Primordial Element Formation, Primordial Magnetic Fields, and the Isotropy of the Universe

A detailed discussion is presented of homogeneous cosmological models which (i) have two equivalent "tangential" directions and one inequivalent "longitudinal" direction at each point in spacetime; (ii) have zero rotation; (iii) contain a perfect fluid obeying an equation of state p = p(p); and (iv) contain a magnetic field frozen into the matter and pointing in the longitudinal direction. By means of these cosmological models it is shown that, if the big-bang general-relativistic theory of the universe is correct, and if the galactic magnetic fields which are observed today were primordial in origin, then the universe was probably very anisotropic in its early stages These cosmological models are also used to evaluate the implications of astronomical observations for the isotropy of the universe. It is shown that the current 3 per cent limit on the anisotropy of the cosmic microwave radiation places limits on the large-scale isotropy of the universe, which are many orders of magnitude stronger than limits inferred from the observed isotropy of extragalactic redshifts Finally, an analysis is presented of primordial element formation in anisotropic cosmological models.
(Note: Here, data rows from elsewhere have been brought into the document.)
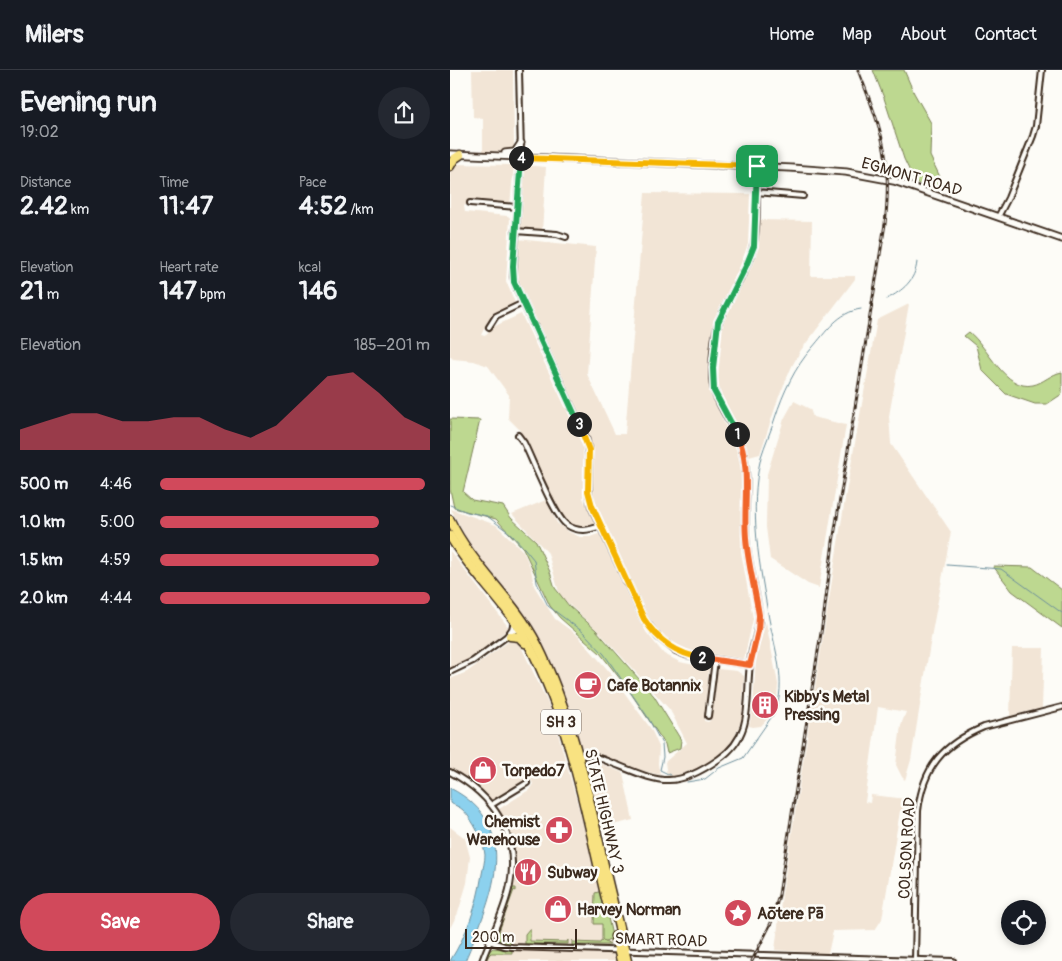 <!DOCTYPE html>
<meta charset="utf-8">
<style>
body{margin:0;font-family:Pangolin,sans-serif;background:#242831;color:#f1f3f6;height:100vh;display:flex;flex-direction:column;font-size:19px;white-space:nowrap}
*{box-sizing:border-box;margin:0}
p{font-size:16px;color:#9ea1a6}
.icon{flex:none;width:28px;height:28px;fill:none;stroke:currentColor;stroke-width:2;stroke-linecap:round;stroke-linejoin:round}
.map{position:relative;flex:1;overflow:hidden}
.side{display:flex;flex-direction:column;background:#171b24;width:450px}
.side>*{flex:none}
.controls{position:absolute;left:551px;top:830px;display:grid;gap:10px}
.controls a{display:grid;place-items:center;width:45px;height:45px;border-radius:50%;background:#171b24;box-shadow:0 2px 8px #0003;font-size:25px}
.scale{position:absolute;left:15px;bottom:12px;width:112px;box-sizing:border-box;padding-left:5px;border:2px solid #3b2a1e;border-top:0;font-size:14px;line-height:18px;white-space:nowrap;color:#3b2a1e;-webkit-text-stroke:4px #fdfcf7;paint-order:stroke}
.pin{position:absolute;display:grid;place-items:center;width:42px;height:42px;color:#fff;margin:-21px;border-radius:10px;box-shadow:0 2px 8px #0006}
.km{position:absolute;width:25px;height:25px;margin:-12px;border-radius:50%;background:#222;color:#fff;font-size:14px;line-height:25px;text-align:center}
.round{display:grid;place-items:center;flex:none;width:52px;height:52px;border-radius:26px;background:#242831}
.head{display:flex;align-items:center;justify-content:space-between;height:85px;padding:0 20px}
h1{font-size:28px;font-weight:700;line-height:38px}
.figures{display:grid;grid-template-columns:repeat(3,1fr);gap:8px;height:85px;padding:5px 20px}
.figures div{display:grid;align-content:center}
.figures b{font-size:25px;font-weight:700}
.figures small{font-size:14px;font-weight:400}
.figures p{font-size:14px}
.chart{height:140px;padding:10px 20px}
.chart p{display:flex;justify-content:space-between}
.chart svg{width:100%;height:90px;margin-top:5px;fill:#d1495b;opacity:.7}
.button{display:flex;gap:10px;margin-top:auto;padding:10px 20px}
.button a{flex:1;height:58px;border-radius:30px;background:#d1495b;color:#fff;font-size:20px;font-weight:700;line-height:58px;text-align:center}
.button a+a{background:#242831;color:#f1f3f6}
ul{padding:0 20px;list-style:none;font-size:16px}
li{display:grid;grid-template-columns:80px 60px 1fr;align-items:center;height:38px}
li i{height:12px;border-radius:6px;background:#d1495b}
header{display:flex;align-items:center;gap:30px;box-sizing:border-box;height:70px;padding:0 25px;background:#171b24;border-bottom:1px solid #363941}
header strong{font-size:24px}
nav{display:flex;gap:28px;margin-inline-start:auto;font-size:18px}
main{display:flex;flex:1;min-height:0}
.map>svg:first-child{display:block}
</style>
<header>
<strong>Milers</strong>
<nav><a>Home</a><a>Map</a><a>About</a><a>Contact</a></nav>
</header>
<main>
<section class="side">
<div class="head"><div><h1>Evening run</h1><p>19:02</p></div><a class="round"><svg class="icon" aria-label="share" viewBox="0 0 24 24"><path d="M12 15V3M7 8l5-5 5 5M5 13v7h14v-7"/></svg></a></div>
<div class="figures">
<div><p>Distance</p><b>2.42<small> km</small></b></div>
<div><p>Time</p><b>11:47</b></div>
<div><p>Pace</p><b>4:52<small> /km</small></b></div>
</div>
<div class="figures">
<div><p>Elevation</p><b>21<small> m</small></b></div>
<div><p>Heart rate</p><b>147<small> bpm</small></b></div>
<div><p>kcal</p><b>146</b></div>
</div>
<div class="chart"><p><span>Elevation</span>185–201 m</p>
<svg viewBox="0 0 160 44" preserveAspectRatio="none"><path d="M0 44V34L10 30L20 26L30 26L40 30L50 30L60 28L70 28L80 34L90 38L100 32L110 20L120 8L130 6L140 16L150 28L160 34V44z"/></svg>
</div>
<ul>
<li><b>500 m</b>4:46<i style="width:98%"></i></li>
<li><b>1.0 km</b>5:00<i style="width:81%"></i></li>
<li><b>1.5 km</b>4:59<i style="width:81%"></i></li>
<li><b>2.0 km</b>4:44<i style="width:100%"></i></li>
</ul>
<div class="button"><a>Save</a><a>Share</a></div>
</section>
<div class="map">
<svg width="612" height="891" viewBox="0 0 612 891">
<rect width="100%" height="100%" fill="#fdfcf7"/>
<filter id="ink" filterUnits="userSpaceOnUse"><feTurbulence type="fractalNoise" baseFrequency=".02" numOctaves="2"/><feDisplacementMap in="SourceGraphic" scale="10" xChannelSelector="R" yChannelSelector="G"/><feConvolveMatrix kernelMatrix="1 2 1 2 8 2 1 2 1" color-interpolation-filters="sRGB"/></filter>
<g filter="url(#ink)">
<g fill="#f2e5d6">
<polygon points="22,0 63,0 64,79 62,82 33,81 33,48 23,47"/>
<polygon points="0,94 64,95 60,135 18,133 14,136 15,142 58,146 60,148 56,211 67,238 37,253 31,265 35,266 41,258 71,244 133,374 133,428 147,456 143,457 131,459 121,457 110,446 69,359 58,348 59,325 38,296 24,291 3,289 0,286"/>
<polygon points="73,95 96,97 92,162 68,161"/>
<polygon points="195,123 300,124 298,174 289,199 264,251 260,309 263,329 287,381 293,403 291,482 303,549 294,589 275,591 257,590 225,580 204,559 197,547 142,427 141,373 67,221 64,208 67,169 146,177 137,304 165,364 175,364"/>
<polygon points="309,150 362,151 361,206 405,206 405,209 351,280 342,296 328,329 310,384 299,387 293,371 270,322 268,308 273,252 306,187"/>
<polygon points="459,234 439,346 441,374 501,462 482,562 461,690 455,710 452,707 446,695 451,655 456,642 428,637 415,732 420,733 421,725 466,730 464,743 450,741 432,849 425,860 383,861 378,884 325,880 332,824 396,423 427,250"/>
<polygon points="344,331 360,339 363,347 396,355 369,518 358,514 320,489 316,457 317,404 334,349"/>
<polygon points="96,430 107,453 119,462 130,467 140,467 151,463 196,562 214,584 230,592 258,598 259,600 254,651 258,652 261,650 268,599 287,601 294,606 292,649 281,676 265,689 252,697 222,707 217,706 215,692 237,673 220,640 150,563 110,526 98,483 62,444"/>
<polygon points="1,439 46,455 73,481 81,499 84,516 105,549 127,565 157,599 201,659 209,677 208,694 210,705 177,697 140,683 130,675 102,602 25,485"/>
<polygon points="0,481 59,558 19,592 0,600"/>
<polygon points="316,552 328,614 327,631 320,646 311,656 303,657 299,656 303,638 306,584"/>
<polygon points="66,566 102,642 152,821 163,870 162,873 158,876 56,874 49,870 46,865 62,818 62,799 58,767 48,741 49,739 79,720 83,714 81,710 77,711 42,731 20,712 0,701 0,609 17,602"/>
<polygon points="562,578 594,578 592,638 560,646"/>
<polygon points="143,690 173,703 183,750 151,758 137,691"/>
<polygon points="0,757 15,768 20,787 17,813 8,843 0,858"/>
<polygon points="43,878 161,883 166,885 168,891 35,891 37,883"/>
</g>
<g fill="#bdd890" stroke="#7c8157">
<polygon points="423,0 454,0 464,23 481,53 480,86 490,107 490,114 482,125 464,110 454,89 434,28"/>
<path d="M519,262C538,277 555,321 583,315C593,313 601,304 612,302V324L597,334H585L556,324L532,300L526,276L514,266Z"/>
<polygon points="0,349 30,350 13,422 22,430 53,436 61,448 86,471 100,502 105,518 119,536 146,560 204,626 231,670 230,678 217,683 215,674 178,619 150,583 110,548 100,536 73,478 46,449 4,438 0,419"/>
<polygon points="543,496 582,497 612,520 612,558 562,521"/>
<polygon points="62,818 66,818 66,821 64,820 49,861 51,862 50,864 54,867 57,866 56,868 59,870 61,870 60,874 53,873 48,869 46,862"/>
<polygon points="152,821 163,870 161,873 159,869 156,871 152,870 152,854 144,854 145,823"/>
<polygon points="80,858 80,871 117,872 118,870 118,874 75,874 75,864"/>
<polygon points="122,870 123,872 150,873 152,870 160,875 122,875"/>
<polygon points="43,878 62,880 62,883 41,883 39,885 36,891 35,891 38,882"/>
</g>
<path fill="#8cd1ee" stroke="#6c8e9b" d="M0,718C76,757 40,831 15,891H0C17,864 27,836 32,804C33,798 35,791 35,785C34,771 23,750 13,740C10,737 4,735 0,733Z"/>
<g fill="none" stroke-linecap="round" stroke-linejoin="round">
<g stroke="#6c8e9b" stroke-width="1">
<path d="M437,229C453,220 465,211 467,192"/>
<polyline points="0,435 17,442 37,446 61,464 75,479 84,490 87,513 98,536 133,562 154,584 197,646 212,674 213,687 210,700 220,705"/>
<polyline points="497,495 551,499 612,543"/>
<path d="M237,712L255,709L269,698L293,688L325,642C337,613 325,579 319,549C310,496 298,441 311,387C315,374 321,361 325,348C333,323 345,297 362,278C376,262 388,242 411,239"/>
</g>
<g stroke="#3b2a1e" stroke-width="8">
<g id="street">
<path d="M69,0L71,84L63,207L67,219L136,368C143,391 135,414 141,436L194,549L208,567L226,581L236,585L300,595"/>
<polyline points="306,122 353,126"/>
<polyline points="20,133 67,137"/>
<polyline points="548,147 558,128 583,66 586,56 592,0"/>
<polyline points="65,161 107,164 116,167"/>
<polyline points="39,257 46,246 73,233"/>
<path d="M68,365L74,373C82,389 105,448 117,455C129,463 139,460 151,456"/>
<polyline points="57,566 62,559 64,551"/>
<polyline points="0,602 23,591 68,558"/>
<polyline points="258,646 265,590"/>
<path d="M128,687C139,683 146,687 157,691C206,710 221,723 269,689C307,663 294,625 301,587C303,573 310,559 309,545C306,518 297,492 296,465C294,438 300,410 293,383C288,358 263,333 262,309C262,291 263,268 269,251C278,227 295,206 302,181C309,159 306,120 307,96"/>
<path d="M0,702C43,725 70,764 60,815C55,841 41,866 32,891"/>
<polyline points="41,735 77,713"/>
<polyline points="39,871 54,876 62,877 503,891"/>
<path d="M465,890L468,741C473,697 493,674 534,657L612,637"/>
</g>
</g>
<g stroke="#3b2a1e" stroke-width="9">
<g id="secondary">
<polyline points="55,83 65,82 71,73"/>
<polyline points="0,84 341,98 396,102 444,111 612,169"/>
</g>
</g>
<g stroke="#3b2a1e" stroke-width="11">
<g id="highway">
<polyline points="0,96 4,89 10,85"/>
<path d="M0,450C22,496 64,529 87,574C121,642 137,718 153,791C161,825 169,858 177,891"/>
<path d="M0,466C22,505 58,534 78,573C121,654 136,746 157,833"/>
<polyline points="60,566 69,567 75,573"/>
<polyline points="165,866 171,891"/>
</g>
</g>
<use href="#street" stroke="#fdfcf7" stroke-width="4"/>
<use href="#secondary" stroke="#fdfcf7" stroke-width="5.5"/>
<use href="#highway" stroke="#f8e281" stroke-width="8"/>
<g stroke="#3b2a1e" stroke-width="3">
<path id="rail" d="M302,891L321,853L329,825L374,544L383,472L435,154C437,137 438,121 437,104C436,68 421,33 408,0"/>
</g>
<use href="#rail" stroke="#fdfcf7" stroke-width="1" stroke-dasharray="4" stroke-linecap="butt"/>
</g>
</g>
<g fill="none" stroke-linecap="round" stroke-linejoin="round" filter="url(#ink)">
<g stroke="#fff" stroke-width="10">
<polyline id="split-1" points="287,364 264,321 263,298 268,252 296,196 304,176 307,96"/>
</g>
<g stroke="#fff" stroke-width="10">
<path id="split-2" d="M252,588L300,595L308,561L309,545C305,519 298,494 296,468C293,433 302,397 287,364"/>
</g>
<g stroke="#fff" stroke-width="10">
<path id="split-3" d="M129,354L139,380L138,421L142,436L194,549C208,571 227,584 252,588"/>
</g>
<g stroke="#fff" stroke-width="10">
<polyline id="split-4" points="71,88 63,196 64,212 129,354"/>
</g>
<g stroke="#fff" stroke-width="10">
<polyline id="split-5" points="71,88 307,96"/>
</g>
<use href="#split-1" stroke="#22a559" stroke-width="6"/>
<use href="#split-2" stroke="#f0652b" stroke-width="6"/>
<use href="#split-3" stroke="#f5b400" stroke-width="6"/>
<use href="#split-4" stroke="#22a559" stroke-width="6"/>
<use href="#split-5" stroke="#f5b400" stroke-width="6"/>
</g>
<defs>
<g id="cafe-disc" transform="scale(1.4375)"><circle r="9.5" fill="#d1495b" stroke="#fdfcf7"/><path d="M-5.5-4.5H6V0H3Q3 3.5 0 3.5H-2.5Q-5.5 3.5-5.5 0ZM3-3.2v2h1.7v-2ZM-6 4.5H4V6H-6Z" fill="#fff"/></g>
<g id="building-disc" transform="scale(1.4375)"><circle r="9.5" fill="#d1495b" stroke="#fdfcf7"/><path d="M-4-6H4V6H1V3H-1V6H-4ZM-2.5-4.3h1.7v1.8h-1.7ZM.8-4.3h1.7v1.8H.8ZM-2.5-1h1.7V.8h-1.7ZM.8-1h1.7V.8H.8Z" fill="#fff"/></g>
<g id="shop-disc" transform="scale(1.4375)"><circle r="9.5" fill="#d1495b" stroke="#fdfcf7"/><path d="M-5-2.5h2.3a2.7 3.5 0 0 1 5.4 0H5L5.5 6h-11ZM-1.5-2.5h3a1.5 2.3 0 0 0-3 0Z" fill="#fff"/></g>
<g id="pharmacy-disc" transform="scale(1.4375)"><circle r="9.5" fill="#d1495b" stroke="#fdfcf7"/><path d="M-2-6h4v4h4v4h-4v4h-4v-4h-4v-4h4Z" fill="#fff"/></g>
<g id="restaurant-disc" transform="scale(1.4375)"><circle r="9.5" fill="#d1495b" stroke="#fdfcf7"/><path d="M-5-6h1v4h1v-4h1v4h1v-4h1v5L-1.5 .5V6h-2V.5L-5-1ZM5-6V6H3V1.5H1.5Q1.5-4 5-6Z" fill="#fff"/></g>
<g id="sight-disc" transform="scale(1.4375)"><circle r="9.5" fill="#d1495b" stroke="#fdfcf7"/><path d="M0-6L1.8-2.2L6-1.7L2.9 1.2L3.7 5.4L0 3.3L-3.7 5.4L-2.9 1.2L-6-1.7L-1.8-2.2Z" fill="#fff"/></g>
</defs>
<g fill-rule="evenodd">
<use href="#cafe-disc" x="138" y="615"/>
<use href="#building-disc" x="315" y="635"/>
<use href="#shop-disc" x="33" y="700"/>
<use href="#pharmacy-disc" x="109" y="760"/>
<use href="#restaurant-disc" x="78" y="802"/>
<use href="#shop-disc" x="108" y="839"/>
<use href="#sight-disc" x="288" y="843"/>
</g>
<g text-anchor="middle" stroke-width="5" stroke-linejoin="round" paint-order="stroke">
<rect fill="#fdfcf7" stroke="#75695f" stroke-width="1" x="91" y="639.5" width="40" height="25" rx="4"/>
<g font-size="15" font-weight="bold" fill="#3b2a1e">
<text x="111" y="657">SH 3</text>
</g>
<g font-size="16" fill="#3b2a1e" stroke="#fdfcf7">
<text transform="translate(462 106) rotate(16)" y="6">EGMONT ROAD</text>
<text transform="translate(155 741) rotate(77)" y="6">STATE HIGHWAY 3</text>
<text transform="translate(456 778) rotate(-87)" y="6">COLSON ROAD</text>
<text transform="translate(211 869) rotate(2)" y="6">SMART ROAD</text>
</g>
<g font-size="16" font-weight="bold" fill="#3b2a1e" stroke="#fdfcf7" text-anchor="start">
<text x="157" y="621">Cafe Botannix</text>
<text x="334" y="632">Kibby's Metal<tspan x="334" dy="18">Pressing</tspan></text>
<text x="52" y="706">Torpedo7</text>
<text x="90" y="757" text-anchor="end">Chemist<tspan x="90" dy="18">Warehouse</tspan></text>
<text x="97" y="808">Subway</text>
<text x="127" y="845">Harvey Norman</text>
<text x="307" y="849">Aōtere Pā</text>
</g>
</g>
</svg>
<div class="controls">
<a><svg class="icon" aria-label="locate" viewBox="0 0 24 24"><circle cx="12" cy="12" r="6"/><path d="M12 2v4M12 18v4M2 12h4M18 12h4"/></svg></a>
</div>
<div class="scale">200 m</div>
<div class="pin" style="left:307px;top:96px;background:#1e9e55"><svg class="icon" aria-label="arrive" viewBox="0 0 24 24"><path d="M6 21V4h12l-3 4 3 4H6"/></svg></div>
<b class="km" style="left:287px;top:364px">1</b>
<b class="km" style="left:252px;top:588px">2</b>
<b class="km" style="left:129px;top:354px">3</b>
<b class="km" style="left:71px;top:88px">4</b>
</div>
</main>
One of the chief conclusions is this: if there has been a negligible amount of intergalactic H ii ever since the primordial photons were sufficiently energetic to ionize hydrogen, and if the universe is Euclidean but anisotropic in its large-scale geometry, then the current limit of 3 per cent on the microwave anisotropy requires >8 per cent primordial He4 by mass and (unless He4 is >27 per cent) >20 per cent primordial D and >0.5 per cent He3. More stringent limits on microwave anisotropy will push the limit on primordial He4 somewhat higher.